Prophecy God promises a new people: ‘I will be their God, and they will be my people’ (Jeremiah 31:31). He promises a faithful remnant (Zechariah 13:7-9).

Jesus Jesus is God with us (Matthew 1:23; John 1:18; Colossians 2:9-10). But he is also the faithful people of God, the true vine who bears fruit for God (Isaiah 5:1-7; John 15:1).

The church In Christ we are God’s faithful people and the true children of Abraham (Galatians 3:7, 27). The cross reconciles us to God (Mark 15:38) and to one another (Ephesians 2:11-3:13). Christ did not die for ad hoc individuals, but for his people, his bride (Ephesians 5:25-27).

New creation ‘Now the dwelling of God is with men, and he will live with them. They will be his people, and God himself will be with them and be their God …’ (Revelation 21:1-4)

The individualistic version of the gospel makes the church a useful help to individual Christians, but not an identity. But community is central to the Bible story. People are invited to not simply to an individual relationship with God (though that is one implication), but to become part of the new people of God, the bride of Christ. You become a Christian when by faith you become part of the people for whom Christ died.

3.3Quote from Contextualization of the Gospel - Jeff Vanderstelt

May 31, 2007

 

Proclamation

 

Content: God’s Story – connect the text or topic within the overarching story.

 

Ed Clowney points out that if we ever tell a particular Bible story without putting it into the overall main Bible story (about Christ), we actually change the meaning of the particular event for us. It becomes a moralistic exhortation to 'try harder' rather than a call to live by faith in the work of Christ. There is, in the end, only two ways to read the Bible: is it basically about me or basically about Jesus? In other words, is it basically about what I must do, or basically about what he has done?

 

Method: Link God’s Story to the People’s Story – How do the gospel

themes address your culture's hopes, fears, tensions?

 

(1) Begin with familiar and show how the gospel confirms what is strong and good in

the culture. Know the people's story extremely well. Show your sympathy with it.

 

(2) But use the gospel to challenge and destabilize common cultural assumptions at points that they are weak or inadequate.

 

(3) Finally, comfort and galvanize with the promises of the gospel. Show them that they can't finish their own story without God in Christ.

 

(Taken from Tim Keller’s article on being context sensitive)

 

 

3.4Quote from “Enter and re-tell the culture's stories with the gospel” – Tim Keller

 

• In "Christendom" it is possible to simply exhort Christianized people to "do what they know they should." There is little or no real engagement, listening, or persuasion. It is more a matter of exhortation (and often, heavy reliance on guilt.) In a missional church preaching and communication should always assume the presence of skeptical people, and should engage their stories, not simply talk about "old times."

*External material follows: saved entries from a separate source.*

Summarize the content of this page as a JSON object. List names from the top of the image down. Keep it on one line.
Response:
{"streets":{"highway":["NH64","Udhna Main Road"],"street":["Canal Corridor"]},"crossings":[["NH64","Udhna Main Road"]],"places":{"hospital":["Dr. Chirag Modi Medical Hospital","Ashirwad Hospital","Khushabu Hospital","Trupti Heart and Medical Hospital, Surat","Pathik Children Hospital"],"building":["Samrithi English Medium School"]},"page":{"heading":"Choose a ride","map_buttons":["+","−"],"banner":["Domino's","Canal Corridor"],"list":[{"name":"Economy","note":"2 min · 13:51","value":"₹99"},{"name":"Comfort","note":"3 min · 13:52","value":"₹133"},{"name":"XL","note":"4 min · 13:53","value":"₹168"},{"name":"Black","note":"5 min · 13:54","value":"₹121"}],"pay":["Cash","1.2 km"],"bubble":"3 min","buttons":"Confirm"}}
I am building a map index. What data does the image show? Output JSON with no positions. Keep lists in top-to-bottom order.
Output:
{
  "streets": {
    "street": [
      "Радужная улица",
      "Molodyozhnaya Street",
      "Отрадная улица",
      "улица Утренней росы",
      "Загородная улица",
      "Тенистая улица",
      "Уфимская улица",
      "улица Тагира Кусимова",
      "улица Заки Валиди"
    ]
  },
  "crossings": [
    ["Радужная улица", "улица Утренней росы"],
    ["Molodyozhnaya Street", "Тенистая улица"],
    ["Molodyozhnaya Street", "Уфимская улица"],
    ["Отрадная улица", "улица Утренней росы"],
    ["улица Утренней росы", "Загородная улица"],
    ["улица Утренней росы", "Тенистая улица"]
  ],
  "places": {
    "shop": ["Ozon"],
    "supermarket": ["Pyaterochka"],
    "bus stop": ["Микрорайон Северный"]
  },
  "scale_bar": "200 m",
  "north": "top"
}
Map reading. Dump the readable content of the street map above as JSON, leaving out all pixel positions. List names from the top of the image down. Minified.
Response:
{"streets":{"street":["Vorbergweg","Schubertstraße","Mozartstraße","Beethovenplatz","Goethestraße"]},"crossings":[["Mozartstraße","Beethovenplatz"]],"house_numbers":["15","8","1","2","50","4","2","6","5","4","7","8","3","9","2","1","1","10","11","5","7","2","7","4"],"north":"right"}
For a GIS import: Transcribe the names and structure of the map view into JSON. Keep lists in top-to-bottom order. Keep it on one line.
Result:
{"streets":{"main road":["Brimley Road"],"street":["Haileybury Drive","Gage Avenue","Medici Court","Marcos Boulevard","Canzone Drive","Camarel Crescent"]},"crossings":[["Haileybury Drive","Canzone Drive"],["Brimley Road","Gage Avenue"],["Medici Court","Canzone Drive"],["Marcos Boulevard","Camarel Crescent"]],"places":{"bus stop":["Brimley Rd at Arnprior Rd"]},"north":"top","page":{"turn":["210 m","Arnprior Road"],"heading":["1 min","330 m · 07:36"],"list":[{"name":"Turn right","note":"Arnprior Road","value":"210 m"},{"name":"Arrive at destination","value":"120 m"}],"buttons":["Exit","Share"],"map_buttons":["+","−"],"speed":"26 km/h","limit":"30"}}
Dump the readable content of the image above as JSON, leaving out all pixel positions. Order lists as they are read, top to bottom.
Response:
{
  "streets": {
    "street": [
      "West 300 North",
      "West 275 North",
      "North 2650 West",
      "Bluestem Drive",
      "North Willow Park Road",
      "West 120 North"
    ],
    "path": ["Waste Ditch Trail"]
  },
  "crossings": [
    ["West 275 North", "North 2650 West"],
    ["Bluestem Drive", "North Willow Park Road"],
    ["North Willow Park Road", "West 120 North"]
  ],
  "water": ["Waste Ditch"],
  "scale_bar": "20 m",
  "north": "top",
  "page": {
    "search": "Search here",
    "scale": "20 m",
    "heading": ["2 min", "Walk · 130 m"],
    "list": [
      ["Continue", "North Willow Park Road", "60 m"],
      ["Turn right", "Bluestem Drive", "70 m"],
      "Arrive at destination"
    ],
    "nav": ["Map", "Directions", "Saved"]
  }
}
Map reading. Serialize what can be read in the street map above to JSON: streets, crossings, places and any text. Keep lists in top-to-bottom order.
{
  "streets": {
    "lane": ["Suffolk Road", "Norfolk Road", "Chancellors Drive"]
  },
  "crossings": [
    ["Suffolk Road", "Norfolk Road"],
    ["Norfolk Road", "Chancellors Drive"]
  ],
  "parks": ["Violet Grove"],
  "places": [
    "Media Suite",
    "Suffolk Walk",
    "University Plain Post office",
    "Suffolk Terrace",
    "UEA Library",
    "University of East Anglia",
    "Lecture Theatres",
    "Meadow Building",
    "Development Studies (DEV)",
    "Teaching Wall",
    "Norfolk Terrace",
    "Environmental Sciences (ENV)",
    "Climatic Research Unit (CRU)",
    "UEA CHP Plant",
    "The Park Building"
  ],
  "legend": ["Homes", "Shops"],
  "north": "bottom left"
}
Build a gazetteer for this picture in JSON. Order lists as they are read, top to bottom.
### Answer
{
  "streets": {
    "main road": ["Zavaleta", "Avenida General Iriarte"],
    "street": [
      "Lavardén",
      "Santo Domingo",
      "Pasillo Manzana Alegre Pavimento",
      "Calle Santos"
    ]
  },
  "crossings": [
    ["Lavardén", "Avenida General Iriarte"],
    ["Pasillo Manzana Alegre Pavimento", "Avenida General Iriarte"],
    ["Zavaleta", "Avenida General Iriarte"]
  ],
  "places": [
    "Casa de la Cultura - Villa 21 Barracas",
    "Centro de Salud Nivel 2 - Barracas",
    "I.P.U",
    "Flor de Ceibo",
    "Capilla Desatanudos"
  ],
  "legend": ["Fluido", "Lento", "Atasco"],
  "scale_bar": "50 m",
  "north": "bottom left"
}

• To "enter" means to show sympathy toward and deep acquaintance with the literature, music, theater, etc. of the existing culture's hopes, dreams, 'heroic' narratives, fears.

• The older culture's story was--to be a good person, a good father/mother, son/daughter, to live a decent, merciful, good life.

• Now the culture's story is-- a) to be free and self-created and authentic (theme of freedom from oppression), and b) to make the world safe for everyone else to be the same (theme of inclusion of the 'other'; justice).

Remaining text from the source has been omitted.